To achieve these advances also requires greater investment by industry and biotech in technologies and products for maternal health (including diagnostics, therapeutics, vaccines, and mHealth). Current levels of investment in research and development (R&D) in this field are very low, with very few new therapeutics, vaccines, or diagnostics for maternal health conditions being licensed in recent decades. Pregnant women are usually excluded from clinical trials of medical products, which has limited their access to the benefits of medical advances. Public–private partnerships and cofunding or incentive schemes could be used to enhance R&D investment, as has proven successful in several diseases. We argue that there should be a wider inclusion of pregnant women in clinical and implementation research; this will provide pregnancy-specific knowledge and help integrate maternal health into broader health solutions.

Challenges for health services

Multimorbidity calls for new or enhanced models of care, as well as the application of new technologies and interventions. Innovative diagnostics and systems research will enable broader screening of pregnant women for diseases or risk factors, especially diseases that are frequently asymptomatic and have major impacts, such as curable STIs, poor nutrition, HIV, malaria, and others. Multimorbidity also demands more integrated service delivery, providing quality care that addresses the full spectrum of health needs of each woman; however, current evidence on how best to integrate pregnancy interventions into primary healthcare or public health programs, such as immunization programs, is insufficient to guide policy [11]. Also critical is integration through to postnatal care, which currently has unacceptably low coverage in LMICs and is typically provided through models that pay little attention to maternal multimorbidity [12]. Postnatal visits and even infant immunization visits represent key opportunities for further screening and follow-up of maternal conditions identified in pregnancy and childbirth.

Essential and just as urgent is the development and enabling of a sustainable health workforce that is trained for the challenges posed by multimorbidity. Significant shortages in the global health workforce, especially midwives and obstetricians, including access to continuing professional development, severely constrain the system’s capacity to provide quality care.
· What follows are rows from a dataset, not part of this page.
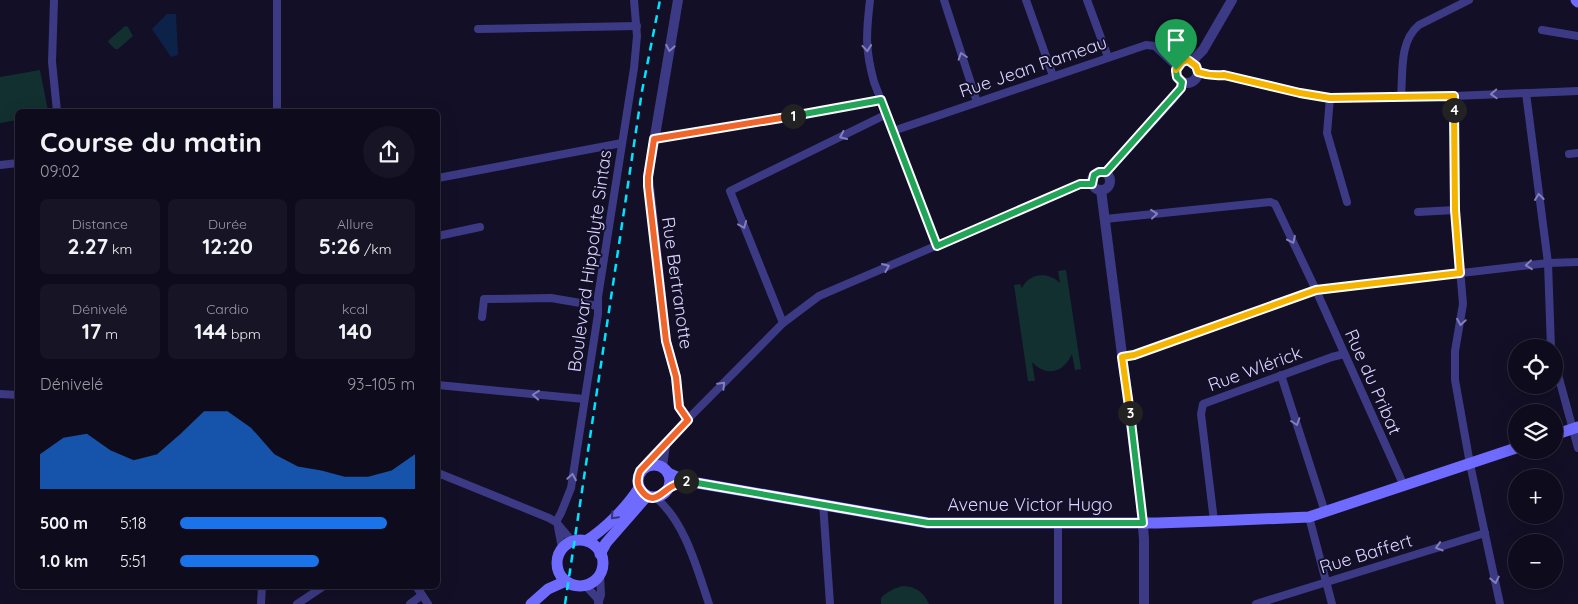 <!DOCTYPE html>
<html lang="fr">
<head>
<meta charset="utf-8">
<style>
	body { margin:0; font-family:Quicksand,sans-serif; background:#171425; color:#f1f3f6; height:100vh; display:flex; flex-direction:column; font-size:19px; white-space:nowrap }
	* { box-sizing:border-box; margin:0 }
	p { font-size:16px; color:#9b9ba3 }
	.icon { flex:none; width:28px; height:28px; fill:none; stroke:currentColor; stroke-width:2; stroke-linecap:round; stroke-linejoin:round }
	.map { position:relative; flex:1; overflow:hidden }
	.side { position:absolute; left:15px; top:109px; width:425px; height:480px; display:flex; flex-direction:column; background:#0e0b1c; border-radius:8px; box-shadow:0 5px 20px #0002,0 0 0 1px #2e2b3b }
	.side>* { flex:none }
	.fabs { position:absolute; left:1508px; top:339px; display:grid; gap:10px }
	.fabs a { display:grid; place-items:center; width:55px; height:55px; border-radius:50%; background:#0e0b1c; box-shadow:0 5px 20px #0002,0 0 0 1px #2e2b3b; font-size:25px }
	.pin { position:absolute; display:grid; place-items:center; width:42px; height:42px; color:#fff; margin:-51px -21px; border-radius:50% 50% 50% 0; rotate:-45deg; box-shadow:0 0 5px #0007 }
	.pin .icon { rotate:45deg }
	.km { position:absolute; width:25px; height:25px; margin:-12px; border-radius:50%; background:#222; color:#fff; font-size:14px; line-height:25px; text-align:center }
	.round { display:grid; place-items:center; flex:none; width:52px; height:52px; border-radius:26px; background:#171425 }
	.summary { display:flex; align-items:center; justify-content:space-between; height:85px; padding:0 25px }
	h1 { font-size:28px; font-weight:700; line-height:38px }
	.metrics { display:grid; grid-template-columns:repeat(3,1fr); gap:8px; height:85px; padding:5px 25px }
	.metrics div { display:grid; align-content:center; border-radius:8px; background:#171425; text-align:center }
	.metrics b { font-size:21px; font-weight:700 }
	.metrics small { font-size:14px; font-weight:400 }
	.metrics p { font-size:14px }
	.chart { height:140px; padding:10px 25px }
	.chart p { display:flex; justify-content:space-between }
	.chart svg { width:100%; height:90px; margin-top:5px; fill:#1a73e8; opacity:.7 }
	ul { padding:0 25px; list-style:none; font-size:16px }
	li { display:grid; grid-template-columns:80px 60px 1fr; align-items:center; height:38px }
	li i { height:12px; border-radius:6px; background:#1a73e8 }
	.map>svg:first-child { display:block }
	.green { fill:#12302f }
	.water { fill:#0c2248 }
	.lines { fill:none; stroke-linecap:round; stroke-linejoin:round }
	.minor { stroke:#3d3a85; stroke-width:8 }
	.tertiary { stroke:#3d3a85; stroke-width:10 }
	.secondary { stroke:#6f6bff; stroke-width:11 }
	.rail { stroke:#00e5ff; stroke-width:2.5; stroke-dasharray:8 6; stroke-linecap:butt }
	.oneway { stroke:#837fbc }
	.oneway2 { stroke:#38347d }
	.split-1-casing { stroke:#fff; stroke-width:10 }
	.split-2-casing { stroke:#fff; stroke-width:10 }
	.split-3-casing { stroke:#fff; stroke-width:10 }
	.split-4-casing { stroke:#fff; stroke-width:10 }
	.split-5-casing { stroke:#fff; stroke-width:10 }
	.split-1 { stroke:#22a559; stroke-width:6 }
	.split-2 { stroke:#f0652b; stroke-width:6 }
	.split-3 { stroke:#22a559; stroke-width:6 }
	.split-4 { stroke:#f5b400; stroke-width:6 }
	.split-5 { stroke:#f5b400; stroke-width:6 }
	.labels { text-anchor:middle; stroke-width:4; stroke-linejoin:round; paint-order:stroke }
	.street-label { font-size:18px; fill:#d9d4ff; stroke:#130f26 }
</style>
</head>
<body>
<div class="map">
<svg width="1578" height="604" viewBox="0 0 1578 604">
	<rect width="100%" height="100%" fill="#130f26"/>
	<g class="green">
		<path d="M125 26 128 27 133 36 118 49H115L108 42 109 40Z"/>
		<path d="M40 70 48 111H18L17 120 0 123V77Z"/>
		<path d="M1066 270 1081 369 1075 370 1072 354C1064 372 1047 378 1032 362L1035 381H1028L1014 285 1020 284 1022 288C1029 273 1048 271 1060 283L1058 271Z"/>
		<path d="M903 586C917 587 923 592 929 604H881V598C888 591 894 588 903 586Z"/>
	</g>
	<path class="water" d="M167 14H176L178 55 171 57 152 29Z"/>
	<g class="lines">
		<g class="minor">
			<path d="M54 0 52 62 57 111"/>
			<path d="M870 0C866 34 865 49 874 82L937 246"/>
			<path d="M944 0 977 102"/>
			<path d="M1026 0 1053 76"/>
			<path d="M1087 0 1108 57"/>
			<path d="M478 29 637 26"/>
			<path d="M1542 30 1578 36"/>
			<path d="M1198 72 1211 76 1224 75 1300 93 1330 98 1454 96 1578 91"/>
			<path d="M1526 93 1548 263 1551 348"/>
			<path d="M1454 96 1455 210 1463 304 1455 351V380L1470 464 1500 604"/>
			<path d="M1401 97C1403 73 1399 41 1419 25L1469 0"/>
			<path d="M1330 98 1327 133 1347 202"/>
			<path d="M277 111V0"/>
			<path d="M893 131 1146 45 1155 46 1177 67"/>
			<path d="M654 139 881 100"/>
			<path d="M1569 154 1578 153"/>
			<path d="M0 165 18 163"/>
			<path d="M438 178 622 143"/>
			<path d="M1418 212 1455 210"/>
			<path d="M1105 219 1270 202 1275 204 1315 288 1404 486"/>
			<path d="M438 236 480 227"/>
			<path d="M482 317 484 299H487L551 298 598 306"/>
			<path d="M783 323 730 191 887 114"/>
			<path d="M1123 357 1134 355 1316 290 1548 263 1578 262"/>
			<path d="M1554 360 1578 448"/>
			<path d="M1281 375 1325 512"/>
			<path d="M438 385 584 399"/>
			<path d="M0 394 18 395"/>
			<path d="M688 419 783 323 819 296 1080 184H1092"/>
			<path d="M438 473 549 518 556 522 572 541"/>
			<path d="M655 497C685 521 697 569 709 604"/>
			<path d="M823 503 830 604"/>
			<path d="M1309 517 1332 604"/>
			<path d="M1214 521 1201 414 1203 404 1332 357 1344 354"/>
			<path d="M556 522 561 513 571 488 598 314V297L634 68 637 36 634 0"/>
			<path d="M558 527 562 548"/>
			<path d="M416 586 428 604"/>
			<path d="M586 586 597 598 599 603"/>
			<path d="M261 604 262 586"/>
			<path d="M297 604 324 586"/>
			<path d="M410 604 422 595"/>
			<path d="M598 604 601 595 600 575"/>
			<path d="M1058 604V523"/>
			<path d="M1256 604 1485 533"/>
		</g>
		<g class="tertiary">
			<circle cx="1187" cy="72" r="11"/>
			<path d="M1192 61 1203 50 1232 0"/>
			<circle cx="1101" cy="181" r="9"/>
			<path d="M1106 172 1173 98 1181 88 1182 82"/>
			<path d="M1101 190 1141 503 1144 539V604"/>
			<path d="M662 466 665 445"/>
			<path d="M644 467C658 450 674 436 688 419L679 407 676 377 666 341 648 177 678 0"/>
		</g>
		<g class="secondary">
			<path d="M1576 0 1578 2"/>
			<path d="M1554 435 1578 427"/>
			<circle cx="654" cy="481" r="16"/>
			<path d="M668 473 686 481 928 523H1157L1214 521 1309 517 1516 448"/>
			<circle cx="580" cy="563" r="23"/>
			<path d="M586 541C605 529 627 507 639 488"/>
			<path d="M600 554 606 543 647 496"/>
			<path d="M531 604 548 589 566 581"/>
		</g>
		<path class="rail" d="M565 604 642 91 660 0"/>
	</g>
	<defs><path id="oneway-chevron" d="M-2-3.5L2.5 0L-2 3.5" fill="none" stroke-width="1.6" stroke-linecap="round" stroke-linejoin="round" transform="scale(1.25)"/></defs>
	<g class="oneway">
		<use href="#oneway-chevron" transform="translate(670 48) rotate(100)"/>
		<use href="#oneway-chevron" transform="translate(867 48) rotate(85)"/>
		<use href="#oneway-chevron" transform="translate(962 56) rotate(-108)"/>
		<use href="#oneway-chevron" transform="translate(1494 94) rotate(177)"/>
		<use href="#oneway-chevron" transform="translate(843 136) rotate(155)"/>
		<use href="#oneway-chevron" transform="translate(1539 197) rotate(-97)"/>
		<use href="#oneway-chevron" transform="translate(1154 214) rotate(-6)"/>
		<use href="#oneway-chevron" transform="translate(743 225) rotate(68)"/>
		<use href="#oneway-chevron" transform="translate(1292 240) rotate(65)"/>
		<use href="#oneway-chevron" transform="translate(1529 265) rotate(174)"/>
		<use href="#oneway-chevron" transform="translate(886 267) rotate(-23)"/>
		<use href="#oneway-chevron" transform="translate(1461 322) rotate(99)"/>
		<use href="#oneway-chevron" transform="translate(722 385) rotate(-45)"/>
		<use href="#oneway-chevron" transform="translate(536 395) rotate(-175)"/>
		<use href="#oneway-chevron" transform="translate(1296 422) rotate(72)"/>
		<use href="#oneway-chevron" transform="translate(572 477) rotate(-81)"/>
		<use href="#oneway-chevron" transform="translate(1439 547) rotate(163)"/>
		<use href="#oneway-chevron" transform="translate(1495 580) rotate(78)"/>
	</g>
	<use class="oneway2" href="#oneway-chevron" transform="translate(614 516) rotate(133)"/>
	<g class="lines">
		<defs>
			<path id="split-1" d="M793 116 881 100 937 246 1080 184H1092L1094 175 1099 172H1106L1181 88 1182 82 1177 77 1176 70"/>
			<path id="split-2" d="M686 481C681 483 676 484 671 487 662 492 653 507 641 490 636 484 637 478 640 471L688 420 679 407 676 377 666 341 648 186V177L654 139 793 116"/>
			<path id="split-3" d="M686 481 928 523H1143L1130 413"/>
			<path id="split-4" d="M1130 413 1122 357 1134 355 1316 290 1460 273 1455 210 1454 110"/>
			<path id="split-5" d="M1176 70 1182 62 1188 60 1196 66 1198 72C1207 75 1214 76 1224 75L1300 93 1330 98 1454 96V110"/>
		</defs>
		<use href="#split-1" class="split-1-casing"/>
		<use href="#split-2" class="split-2-casing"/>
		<use href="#split-3" class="split-3-casing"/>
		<use href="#split-4" class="split-4-casing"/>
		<use href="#split-5" class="split-5-casing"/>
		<use href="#split-1" class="split-1"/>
		<use href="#split-2" class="split-2"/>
		<use href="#split-3" class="split-3"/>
		<use href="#split-4" class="split-4"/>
		<use href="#split-5" class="split-5"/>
	</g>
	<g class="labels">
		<g class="street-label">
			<text transform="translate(1033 67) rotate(-19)" y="6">Rue Jean Rameau</text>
			<text transform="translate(590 261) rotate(-82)" y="6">Boulevard Hippolyte Sintas</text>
			<text transform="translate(677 283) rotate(82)" y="6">Rue Bertranotte</text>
			<text transform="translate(1255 369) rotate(-20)" y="6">Rue Wlérick</text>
			<text transform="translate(1373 382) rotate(66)" y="6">Rue du Pribat</text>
			<text x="1030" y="511">Avenue Victor Hugo</text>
			<text transform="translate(1366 554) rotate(-17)" y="6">Rue Baffert</text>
		</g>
	</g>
</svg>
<div class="fabs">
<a><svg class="icon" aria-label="locate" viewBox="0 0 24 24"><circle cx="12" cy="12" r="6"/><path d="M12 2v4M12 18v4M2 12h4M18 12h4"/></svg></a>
<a><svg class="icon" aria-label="layers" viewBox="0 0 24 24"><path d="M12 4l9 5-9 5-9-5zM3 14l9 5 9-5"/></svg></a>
<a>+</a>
<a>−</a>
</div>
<div class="pin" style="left:1176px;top:70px;background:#1e9e55"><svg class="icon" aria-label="arrive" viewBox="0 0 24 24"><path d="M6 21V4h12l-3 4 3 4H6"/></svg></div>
<b class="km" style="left:793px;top:116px">1</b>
<b class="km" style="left:686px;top:481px">2</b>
<b class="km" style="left:1130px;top:413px">3</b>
<b class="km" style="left:1454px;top:110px">4</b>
<section class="side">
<div class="summary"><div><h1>Course du matin</h1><p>09:02</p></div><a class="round"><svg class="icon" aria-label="share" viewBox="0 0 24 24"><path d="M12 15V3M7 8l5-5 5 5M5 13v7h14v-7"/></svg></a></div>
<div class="metrics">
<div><p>Distance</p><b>2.27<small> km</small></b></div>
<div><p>Durée</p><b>12:20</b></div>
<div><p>Allure</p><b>5:26<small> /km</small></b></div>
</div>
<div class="metrics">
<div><p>Dénivelé</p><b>17<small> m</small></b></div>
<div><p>Cardio</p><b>144<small> bpm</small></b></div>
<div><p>kcal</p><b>140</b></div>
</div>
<div class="chart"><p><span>Dénivelé</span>93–105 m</p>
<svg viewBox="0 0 160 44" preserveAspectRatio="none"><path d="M0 44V27L10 19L20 17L30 25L40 30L50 27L60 17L70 6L80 6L90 14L100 27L110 33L120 35L130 38L140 38L150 35L160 27V44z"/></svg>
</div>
<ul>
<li><b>500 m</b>5:18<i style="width:88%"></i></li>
<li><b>1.0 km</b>5:51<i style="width:59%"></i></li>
</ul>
</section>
</div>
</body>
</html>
Quality maternal and newborn care needs an emphasis on accessible and respectful care, prevention, and management of complications within a functional health system [13].

Conclusion

The burden of multimorbidity in pregnancy, combined with global epidemiological changes in disease patterns and resource and health system constraints, poses challenges that can best be addressed by accelerating sustainable improvements in maternal health. Renewed and strengthened focus, research and innovation, and investment and partnerships to address this challenge are urgently needed.

Abbreviations

LMIC

low- and middle-income country

mHealth

mobile health

NCD

noncommunicable disease

RDT

rapid diagnostic test

R&D

research and development

SDG

Sustainable Development Goal

STI

sexually transmitted infection

Funding Statement

JGB and CSEH are supported by the National Health and Medical Research Council of Australia. The Burnet Institute is supported by grants from the National Health and Medical Research Council of Australia and the State Government of Victoria, Australia. The funders had no role in study design, data collection and analysis, decision to publish, or preparation of the manuscript.

Footnotes

Provenance: Commissioned; not externally peer reviewed.